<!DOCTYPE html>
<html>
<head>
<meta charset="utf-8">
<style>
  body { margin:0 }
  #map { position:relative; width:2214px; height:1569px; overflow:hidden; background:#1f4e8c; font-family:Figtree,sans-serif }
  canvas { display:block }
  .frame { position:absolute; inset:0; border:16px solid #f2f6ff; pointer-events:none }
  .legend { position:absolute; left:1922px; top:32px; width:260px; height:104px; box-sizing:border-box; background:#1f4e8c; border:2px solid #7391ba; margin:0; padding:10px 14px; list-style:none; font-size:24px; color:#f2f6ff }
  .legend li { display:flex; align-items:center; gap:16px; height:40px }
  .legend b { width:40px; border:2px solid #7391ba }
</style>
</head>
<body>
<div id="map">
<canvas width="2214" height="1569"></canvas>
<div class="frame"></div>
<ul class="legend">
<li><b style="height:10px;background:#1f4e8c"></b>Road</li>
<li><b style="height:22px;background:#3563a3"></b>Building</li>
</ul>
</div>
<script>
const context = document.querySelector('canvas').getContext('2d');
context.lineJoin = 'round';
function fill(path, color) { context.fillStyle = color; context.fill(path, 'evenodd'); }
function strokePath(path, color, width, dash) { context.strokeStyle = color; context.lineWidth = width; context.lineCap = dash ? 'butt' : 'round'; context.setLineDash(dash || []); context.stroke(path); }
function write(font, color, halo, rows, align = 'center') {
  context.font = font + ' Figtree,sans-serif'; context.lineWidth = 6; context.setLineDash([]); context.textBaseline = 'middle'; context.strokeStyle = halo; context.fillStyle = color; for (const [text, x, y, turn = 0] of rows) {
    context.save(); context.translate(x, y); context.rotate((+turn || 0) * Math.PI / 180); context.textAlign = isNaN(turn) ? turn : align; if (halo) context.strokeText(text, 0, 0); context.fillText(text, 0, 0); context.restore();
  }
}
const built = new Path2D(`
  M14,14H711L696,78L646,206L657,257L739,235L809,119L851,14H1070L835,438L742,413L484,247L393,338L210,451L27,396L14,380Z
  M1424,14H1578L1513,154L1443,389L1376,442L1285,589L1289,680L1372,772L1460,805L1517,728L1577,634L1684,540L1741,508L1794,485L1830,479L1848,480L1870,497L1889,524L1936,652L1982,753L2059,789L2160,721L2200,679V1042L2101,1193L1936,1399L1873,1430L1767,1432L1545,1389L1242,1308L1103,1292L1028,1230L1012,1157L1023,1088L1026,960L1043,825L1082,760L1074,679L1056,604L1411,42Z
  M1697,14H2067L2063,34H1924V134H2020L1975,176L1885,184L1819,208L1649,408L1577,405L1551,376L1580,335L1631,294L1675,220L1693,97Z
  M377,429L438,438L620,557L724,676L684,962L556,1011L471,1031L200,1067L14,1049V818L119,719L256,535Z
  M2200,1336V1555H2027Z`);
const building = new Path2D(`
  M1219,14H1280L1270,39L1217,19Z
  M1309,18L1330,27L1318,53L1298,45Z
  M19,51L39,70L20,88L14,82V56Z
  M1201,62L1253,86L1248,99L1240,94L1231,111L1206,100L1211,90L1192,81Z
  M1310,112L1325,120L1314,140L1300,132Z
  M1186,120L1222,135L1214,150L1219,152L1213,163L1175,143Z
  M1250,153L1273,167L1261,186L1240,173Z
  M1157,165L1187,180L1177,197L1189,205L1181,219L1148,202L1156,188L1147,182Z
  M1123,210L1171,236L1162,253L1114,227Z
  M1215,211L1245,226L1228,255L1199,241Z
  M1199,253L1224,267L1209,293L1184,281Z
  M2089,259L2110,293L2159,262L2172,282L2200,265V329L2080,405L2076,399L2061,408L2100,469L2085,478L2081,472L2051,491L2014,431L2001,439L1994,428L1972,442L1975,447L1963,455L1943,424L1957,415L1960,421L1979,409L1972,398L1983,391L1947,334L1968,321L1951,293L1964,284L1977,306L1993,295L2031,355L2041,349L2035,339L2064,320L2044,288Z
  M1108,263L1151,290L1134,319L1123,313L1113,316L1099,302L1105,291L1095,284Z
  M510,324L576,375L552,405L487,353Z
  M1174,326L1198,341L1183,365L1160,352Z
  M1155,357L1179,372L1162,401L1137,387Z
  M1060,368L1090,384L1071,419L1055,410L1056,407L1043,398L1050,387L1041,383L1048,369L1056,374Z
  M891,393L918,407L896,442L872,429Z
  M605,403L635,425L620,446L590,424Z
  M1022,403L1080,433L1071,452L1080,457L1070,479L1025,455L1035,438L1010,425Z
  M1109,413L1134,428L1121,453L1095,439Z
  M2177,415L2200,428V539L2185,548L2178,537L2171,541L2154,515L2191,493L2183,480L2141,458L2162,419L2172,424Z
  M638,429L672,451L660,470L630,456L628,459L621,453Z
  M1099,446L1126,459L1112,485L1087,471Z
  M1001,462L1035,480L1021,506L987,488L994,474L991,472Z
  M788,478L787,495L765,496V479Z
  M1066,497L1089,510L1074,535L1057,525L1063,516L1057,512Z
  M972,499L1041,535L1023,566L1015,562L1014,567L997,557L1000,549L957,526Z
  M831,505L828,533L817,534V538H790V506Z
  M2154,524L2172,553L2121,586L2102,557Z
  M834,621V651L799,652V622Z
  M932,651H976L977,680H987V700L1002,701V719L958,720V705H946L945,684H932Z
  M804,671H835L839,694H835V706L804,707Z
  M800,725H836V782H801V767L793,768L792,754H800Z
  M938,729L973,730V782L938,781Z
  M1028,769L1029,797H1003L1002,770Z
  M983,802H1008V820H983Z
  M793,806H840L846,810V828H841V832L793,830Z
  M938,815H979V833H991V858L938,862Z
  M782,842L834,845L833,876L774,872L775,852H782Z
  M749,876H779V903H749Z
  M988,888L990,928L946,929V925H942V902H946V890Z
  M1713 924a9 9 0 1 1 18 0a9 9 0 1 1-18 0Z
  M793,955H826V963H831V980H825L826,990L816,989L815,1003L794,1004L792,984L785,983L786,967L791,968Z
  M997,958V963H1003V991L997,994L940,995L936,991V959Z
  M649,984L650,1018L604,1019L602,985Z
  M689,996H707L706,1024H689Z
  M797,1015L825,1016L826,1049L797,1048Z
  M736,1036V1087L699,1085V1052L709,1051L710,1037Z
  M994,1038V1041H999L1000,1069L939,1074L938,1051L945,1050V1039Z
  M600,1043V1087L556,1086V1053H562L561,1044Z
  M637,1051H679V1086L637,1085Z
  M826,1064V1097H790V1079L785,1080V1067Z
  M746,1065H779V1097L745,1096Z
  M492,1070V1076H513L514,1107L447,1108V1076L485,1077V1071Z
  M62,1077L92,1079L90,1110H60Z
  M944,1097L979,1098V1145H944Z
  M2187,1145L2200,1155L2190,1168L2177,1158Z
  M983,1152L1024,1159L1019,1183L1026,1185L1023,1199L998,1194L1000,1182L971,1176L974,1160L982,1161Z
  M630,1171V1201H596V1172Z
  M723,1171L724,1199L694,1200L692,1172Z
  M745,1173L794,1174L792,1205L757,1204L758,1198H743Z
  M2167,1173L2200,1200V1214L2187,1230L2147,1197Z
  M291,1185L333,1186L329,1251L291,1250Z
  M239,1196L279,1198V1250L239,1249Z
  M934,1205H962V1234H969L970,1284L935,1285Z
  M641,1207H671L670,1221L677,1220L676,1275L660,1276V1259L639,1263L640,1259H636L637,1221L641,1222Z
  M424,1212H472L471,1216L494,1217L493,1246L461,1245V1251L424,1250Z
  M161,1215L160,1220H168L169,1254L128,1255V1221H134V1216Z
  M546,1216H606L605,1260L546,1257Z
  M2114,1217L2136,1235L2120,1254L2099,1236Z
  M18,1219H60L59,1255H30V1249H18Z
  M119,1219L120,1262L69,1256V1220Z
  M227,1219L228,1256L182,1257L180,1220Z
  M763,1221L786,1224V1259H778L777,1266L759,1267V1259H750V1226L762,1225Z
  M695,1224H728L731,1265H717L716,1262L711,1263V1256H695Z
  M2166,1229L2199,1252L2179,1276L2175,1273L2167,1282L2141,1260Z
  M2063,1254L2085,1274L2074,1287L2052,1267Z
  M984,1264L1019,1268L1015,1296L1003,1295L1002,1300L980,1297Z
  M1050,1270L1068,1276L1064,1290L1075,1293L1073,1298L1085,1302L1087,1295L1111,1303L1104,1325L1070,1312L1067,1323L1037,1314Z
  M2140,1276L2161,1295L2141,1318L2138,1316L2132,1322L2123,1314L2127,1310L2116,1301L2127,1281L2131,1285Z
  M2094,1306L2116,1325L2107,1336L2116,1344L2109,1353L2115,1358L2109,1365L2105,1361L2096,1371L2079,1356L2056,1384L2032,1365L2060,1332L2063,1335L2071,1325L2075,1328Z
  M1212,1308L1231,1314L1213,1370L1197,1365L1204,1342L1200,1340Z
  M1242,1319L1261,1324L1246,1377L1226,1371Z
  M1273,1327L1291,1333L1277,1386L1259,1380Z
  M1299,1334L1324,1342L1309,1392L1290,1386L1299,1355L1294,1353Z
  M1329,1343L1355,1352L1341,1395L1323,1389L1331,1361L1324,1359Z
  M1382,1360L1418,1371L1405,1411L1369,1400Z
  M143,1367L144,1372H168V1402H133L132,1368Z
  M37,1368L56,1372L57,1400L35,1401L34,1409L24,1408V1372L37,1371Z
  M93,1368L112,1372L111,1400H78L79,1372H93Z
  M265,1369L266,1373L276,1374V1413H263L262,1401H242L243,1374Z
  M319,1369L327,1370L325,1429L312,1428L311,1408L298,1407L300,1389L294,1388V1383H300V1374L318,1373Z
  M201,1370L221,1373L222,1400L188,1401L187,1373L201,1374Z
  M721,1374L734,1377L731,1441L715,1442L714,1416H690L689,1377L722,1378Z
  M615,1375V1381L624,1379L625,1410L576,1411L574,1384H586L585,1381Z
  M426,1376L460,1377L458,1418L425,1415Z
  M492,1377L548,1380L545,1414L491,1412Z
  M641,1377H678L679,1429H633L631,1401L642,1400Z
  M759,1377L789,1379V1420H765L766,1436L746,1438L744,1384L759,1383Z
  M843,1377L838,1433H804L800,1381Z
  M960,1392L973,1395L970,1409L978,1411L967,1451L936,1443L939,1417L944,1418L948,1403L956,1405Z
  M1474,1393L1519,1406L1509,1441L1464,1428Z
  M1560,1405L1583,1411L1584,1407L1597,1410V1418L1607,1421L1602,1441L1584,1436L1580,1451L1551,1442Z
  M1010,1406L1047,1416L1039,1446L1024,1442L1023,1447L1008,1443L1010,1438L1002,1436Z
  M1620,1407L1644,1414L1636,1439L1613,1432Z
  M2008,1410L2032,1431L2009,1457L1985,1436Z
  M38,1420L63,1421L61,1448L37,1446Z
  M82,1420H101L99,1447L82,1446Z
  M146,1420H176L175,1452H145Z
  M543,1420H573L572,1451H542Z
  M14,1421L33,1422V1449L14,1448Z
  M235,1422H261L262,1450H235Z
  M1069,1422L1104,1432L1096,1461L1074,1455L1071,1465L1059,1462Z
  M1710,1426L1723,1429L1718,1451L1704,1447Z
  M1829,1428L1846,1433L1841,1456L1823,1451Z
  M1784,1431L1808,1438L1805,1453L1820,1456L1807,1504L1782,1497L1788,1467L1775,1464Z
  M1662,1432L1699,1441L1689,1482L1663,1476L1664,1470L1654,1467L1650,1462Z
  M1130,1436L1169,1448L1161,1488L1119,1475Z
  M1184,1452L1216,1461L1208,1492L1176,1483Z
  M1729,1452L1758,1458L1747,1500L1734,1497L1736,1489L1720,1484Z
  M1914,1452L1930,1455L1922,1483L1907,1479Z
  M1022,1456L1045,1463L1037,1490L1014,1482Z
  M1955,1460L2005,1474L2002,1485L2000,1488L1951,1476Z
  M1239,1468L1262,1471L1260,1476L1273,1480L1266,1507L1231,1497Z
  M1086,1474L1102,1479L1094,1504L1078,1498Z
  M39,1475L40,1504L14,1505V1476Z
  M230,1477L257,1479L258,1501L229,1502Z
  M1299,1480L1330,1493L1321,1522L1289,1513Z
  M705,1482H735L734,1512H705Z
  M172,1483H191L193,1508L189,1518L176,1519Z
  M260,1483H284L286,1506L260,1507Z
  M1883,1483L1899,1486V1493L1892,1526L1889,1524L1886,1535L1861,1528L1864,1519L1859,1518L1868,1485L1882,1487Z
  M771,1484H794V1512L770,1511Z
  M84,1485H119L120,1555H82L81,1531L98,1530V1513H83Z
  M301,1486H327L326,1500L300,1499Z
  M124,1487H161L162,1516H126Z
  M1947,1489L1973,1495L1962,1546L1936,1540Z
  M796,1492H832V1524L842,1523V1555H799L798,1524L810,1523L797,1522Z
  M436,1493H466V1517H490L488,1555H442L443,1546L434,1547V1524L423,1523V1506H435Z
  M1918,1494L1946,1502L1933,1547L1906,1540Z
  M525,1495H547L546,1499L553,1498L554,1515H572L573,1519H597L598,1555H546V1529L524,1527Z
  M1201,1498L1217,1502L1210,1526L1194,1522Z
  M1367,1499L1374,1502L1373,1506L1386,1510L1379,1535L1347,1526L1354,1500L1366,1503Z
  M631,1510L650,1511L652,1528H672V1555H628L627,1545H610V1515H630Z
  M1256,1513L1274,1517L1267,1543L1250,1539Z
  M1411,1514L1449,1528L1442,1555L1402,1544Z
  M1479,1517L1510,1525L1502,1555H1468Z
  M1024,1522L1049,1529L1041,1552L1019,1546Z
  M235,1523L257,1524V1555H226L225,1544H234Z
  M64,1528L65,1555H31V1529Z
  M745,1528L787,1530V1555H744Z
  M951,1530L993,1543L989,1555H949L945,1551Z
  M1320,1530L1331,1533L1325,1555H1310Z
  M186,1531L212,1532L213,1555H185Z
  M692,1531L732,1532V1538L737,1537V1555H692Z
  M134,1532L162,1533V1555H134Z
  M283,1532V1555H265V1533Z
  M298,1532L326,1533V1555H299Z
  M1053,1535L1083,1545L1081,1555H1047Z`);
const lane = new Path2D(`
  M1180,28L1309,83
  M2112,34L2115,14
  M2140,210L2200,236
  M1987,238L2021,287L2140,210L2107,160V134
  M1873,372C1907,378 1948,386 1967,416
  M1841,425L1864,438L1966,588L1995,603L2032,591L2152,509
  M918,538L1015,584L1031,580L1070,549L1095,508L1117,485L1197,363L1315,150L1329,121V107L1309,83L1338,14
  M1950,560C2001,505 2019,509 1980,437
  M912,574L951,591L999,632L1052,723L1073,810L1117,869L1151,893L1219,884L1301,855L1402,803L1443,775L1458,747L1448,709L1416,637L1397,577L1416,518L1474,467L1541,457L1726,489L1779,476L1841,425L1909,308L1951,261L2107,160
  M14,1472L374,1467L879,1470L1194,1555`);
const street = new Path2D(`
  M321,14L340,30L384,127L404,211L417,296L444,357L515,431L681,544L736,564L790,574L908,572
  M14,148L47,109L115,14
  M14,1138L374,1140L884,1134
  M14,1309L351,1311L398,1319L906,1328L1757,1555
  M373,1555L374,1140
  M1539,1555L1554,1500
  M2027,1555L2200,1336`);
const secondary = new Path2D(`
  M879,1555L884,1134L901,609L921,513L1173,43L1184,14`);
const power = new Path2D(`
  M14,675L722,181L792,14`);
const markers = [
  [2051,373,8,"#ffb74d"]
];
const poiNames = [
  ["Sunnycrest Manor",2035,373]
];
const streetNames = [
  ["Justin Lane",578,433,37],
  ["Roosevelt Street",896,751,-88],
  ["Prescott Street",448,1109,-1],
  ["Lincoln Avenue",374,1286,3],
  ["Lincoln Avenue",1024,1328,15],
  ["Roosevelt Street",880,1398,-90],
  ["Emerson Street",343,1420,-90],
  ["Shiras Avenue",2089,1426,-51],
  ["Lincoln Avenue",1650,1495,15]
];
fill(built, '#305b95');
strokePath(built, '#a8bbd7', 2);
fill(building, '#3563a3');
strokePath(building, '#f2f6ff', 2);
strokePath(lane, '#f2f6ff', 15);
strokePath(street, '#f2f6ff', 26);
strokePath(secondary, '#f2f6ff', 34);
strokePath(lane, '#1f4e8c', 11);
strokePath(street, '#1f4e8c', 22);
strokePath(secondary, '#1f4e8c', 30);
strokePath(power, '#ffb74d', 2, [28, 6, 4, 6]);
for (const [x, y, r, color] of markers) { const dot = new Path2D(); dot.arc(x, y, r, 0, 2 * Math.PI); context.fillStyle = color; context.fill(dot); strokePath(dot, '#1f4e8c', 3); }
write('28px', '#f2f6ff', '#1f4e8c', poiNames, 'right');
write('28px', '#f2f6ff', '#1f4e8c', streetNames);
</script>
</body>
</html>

#####

● Task item
Wherever the string "center" occurs in the records, copy the line it is in.

● Response area
  .legend li { display:flex; align-items:center; gap:16px; height:40px }
function write(font, color, halo, rows, align = 'center') {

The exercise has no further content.